• **What to work on**: Take the entries below and print, exactly, the stretch from the line containing "M 1508,703 L" through the line containing "M 1072,737 L", both included.

(Saved entries)
☆ ☆ ☆
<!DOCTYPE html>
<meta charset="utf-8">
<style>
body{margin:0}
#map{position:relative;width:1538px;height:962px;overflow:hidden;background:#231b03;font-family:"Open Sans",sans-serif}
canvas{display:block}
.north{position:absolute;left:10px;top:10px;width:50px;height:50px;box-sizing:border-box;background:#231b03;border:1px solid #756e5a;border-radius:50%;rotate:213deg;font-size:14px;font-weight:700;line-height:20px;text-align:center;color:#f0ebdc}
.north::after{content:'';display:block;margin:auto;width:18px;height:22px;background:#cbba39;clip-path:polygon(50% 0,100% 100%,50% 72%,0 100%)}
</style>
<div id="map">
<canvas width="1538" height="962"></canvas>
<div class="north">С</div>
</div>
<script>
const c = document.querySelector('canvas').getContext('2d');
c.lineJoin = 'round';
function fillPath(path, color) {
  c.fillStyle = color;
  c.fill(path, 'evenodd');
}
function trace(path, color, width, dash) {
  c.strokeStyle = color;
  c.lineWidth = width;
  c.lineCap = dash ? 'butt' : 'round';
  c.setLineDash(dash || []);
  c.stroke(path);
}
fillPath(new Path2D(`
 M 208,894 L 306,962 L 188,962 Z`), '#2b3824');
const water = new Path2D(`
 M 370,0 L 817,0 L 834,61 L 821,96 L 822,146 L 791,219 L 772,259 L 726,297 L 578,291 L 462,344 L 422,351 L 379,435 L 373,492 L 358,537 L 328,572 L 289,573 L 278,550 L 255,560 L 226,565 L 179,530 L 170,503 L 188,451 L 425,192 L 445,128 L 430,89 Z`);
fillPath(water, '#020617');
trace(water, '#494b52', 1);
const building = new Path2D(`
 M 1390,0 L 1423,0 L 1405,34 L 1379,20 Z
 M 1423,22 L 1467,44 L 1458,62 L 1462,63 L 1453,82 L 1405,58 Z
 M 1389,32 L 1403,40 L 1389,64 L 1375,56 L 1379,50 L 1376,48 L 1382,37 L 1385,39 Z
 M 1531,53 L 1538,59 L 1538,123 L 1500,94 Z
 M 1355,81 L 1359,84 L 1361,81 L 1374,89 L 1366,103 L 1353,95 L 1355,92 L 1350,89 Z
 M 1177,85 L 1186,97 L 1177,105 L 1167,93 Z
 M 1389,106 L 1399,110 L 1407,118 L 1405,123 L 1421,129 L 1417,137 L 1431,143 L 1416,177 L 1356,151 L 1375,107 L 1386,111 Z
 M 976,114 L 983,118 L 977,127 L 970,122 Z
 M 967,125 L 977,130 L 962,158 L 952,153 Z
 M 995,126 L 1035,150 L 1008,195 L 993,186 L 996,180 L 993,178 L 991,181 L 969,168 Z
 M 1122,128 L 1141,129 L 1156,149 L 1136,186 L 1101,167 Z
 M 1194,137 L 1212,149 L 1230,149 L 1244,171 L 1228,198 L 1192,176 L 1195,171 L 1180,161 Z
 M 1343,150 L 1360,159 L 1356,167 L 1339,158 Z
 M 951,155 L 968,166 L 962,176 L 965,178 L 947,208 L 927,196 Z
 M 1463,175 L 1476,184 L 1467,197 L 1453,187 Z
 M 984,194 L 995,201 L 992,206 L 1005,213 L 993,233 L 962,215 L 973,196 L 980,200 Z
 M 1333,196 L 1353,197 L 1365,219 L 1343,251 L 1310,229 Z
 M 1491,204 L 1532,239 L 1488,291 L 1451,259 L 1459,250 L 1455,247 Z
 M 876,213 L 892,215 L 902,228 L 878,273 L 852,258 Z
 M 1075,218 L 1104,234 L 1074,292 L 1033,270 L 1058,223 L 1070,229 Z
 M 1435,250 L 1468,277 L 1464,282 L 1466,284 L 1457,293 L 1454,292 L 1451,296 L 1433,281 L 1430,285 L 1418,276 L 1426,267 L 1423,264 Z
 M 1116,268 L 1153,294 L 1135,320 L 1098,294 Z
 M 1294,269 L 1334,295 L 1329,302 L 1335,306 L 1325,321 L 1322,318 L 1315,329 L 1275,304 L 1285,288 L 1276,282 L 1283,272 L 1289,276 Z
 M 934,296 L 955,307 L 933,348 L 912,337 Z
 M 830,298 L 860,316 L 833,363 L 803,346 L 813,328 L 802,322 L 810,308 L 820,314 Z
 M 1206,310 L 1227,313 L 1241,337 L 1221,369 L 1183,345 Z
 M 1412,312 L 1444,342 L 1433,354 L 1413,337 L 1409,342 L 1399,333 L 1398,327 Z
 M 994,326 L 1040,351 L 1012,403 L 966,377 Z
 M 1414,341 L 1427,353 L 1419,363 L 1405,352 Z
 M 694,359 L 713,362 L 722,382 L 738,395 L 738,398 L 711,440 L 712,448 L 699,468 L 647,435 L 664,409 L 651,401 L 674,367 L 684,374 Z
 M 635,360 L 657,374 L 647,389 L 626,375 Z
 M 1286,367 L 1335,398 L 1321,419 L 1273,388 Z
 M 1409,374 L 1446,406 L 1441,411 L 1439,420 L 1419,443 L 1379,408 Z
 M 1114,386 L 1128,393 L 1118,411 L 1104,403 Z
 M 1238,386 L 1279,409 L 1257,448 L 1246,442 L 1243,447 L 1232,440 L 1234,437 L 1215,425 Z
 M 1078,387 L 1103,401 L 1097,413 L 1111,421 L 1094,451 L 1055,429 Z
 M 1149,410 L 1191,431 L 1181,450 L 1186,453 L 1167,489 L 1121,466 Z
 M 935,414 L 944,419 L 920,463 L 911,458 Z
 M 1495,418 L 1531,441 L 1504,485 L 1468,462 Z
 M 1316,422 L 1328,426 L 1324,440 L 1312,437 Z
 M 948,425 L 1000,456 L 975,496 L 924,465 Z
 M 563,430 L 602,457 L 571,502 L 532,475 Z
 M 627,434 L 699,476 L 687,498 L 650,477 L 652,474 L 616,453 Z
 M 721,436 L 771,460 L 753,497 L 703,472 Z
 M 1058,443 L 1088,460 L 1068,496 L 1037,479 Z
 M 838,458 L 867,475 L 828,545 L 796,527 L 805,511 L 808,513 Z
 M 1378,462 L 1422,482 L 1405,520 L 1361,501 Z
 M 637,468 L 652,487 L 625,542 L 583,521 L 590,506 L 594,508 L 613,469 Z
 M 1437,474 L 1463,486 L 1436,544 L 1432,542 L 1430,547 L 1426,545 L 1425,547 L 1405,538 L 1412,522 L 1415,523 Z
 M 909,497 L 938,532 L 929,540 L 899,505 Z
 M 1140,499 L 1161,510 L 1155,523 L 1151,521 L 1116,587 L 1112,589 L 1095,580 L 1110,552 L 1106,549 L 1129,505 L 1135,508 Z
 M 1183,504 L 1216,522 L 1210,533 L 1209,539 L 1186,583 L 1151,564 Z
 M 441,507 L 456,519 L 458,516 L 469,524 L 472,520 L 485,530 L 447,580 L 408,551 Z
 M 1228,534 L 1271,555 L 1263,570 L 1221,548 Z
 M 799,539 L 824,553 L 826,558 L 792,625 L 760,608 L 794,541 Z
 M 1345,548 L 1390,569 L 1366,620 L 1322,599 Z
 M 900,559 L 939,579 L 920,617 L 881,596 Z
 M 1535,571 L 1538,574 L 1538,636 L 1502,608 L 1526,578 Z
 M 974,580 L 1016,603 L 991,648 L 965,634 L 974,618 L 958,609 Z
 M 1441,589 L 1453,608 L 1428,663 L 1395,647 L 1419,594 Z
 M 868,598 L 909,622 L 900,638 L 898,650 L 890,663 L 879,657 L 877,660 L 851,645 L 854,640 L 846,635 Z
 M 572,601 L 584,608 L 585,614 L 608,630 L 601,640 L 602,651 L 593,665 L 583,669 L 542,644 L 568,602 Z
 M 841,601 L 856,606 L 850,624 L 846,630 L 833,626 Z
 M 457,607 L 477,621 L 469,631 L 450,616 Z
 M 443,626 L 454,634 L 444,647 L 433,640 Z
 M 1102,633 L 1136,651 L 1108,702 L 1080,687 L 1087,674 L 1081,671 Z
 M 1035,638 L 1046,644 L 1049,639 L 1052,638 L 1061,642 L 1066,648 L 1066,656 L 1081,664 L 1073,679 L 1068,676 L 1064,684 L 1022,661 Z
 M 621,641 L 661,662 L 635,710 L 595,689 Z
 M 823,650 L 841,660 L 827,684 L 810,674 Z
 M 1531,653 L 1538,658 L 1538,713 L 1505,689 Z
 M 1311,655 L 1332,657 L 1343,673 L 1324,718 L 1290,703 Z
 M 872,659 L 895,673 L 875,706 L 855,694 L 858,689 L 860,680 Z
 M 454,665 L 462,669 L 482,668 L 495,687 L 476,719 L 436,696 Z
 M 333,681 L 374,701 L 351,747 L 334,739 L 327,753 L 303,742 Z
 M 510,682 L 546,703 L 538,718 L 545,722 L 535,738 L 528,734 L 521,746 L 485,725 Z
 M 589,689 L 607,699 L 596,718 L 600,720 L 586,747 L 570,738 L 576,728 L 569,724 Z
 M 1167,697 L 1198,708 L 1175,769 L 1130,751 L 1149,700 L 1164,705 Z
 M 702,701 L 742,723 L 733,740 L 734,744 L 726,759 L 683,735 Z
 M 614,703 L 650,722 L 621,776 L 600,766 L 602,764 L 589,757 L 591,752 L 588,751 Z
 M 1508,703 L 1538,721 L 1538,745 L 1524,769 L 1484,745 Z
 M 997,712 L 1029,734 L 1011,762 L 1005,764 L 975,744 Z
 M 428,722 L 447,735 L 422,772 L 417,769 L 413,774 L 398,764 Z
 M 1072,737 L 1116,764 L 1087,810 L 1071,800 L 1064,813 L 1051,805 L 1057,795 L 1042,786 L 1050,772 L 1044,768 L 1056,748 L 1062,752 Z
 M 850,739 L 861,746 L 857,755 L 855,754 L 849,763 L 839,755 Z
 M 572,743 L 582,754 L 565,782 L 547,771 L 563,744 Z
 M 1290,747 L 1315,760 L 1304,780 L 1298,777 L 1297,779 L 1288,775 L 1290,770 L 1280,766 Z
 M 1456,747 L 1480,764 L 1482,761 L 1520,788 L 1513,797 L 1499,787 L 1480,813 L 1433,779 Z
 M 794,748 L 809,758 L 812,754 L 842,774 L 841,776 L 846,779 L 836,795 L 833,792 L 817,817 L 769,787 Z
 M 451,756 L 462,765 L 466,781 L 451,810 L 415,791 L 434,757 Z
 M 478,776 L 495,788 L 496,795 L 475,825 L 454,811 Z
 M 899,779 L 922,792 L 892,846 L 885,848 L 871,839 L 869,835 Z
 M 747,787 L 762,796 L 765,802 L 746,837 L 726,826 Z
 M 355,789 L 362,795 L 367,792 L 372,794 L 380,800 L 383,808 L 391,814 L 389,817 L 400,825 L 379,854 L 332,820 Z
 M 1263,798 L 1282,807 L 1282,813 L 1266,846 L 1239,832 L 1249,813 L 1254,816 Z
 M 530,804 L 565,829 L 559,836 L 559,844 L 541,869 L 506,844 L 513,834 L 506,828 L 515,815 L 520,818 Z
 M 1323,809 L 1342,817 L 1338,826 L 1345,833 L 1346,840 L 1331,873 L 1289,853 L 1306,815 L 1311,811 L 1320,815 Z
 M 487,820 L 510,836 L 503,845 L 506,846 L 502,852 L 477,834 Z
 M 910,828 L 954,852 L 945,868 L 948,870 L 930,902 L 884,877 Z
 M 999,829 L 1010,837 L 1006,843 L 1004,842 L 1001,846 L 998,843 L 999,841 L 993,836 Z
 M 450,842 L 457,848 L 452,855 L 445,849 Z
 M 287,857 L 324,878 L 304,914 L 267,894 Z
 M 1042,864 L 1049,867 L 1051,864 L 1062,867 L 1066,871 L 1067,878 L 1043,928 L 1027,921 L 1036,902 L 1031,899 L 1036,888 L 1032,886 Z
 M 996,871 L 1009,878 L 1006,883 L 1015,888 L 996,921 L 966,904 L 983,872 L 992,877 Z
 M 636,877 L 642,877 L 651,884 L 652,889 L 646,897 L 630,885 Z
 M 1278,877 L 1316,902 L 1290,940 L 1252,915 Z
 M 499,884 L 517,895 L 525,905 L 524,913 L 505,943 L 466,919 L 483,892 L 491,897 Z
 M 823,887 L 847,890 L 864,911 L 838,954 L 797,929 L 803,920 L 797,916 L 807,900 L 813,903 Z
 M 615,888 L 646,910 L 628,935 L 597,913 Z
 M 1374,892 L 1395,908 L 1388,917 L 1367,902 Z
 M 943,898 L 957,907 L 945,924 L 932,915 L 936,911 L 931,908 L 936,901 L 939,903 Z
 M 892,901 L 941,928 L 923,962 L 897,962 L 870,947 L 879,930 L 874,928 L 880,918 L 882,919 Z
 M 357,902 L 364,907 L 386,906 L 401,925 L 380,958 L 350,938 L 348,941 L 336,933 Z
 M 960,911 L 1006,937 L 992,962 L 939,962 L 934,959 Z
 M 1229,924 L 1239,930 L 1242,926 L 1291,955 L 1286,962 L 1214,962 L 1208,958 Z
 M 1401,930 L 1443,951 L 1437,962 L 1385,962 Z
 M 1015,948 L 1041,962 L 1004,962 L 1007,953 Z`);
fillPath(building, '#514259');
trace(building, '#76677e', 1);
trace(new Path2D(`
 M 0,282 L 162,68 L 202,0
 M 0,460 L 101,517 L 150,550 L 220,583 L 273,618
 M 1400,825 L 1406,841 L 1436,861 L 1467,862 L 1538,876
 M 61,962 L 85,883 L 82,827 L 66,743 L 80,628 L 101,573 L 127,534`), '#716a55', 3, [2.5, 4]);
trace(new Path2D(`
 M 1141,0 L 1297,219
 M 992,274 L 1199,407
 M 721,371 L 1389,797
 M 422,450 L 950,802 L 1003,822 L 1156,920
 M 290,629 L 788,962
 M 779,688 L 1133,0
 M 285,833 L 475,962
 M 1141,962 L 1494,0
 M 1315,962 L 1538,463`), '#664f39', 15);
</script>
☆ ☆ ☆
• **Written solution**:
 M 1508,703 L 1538,721 L 1538,745 L 1524,769 L 1484,745 Z
 M 997,712 L 1029,734 L 1011,762 L 1005,764 L 975,744 Z
 M 428,722 L 447,735 L 422,772 L 417,769 L 413,774 L 398,764 Z
 M 1072,737 L 1116,764 L 1087,810 L 1071,800 L 1064,813 L 1051,805 L 1057,795 L 1042,786 L 1050,772 L 1044,768 L 1056,748 L 1062,752 Z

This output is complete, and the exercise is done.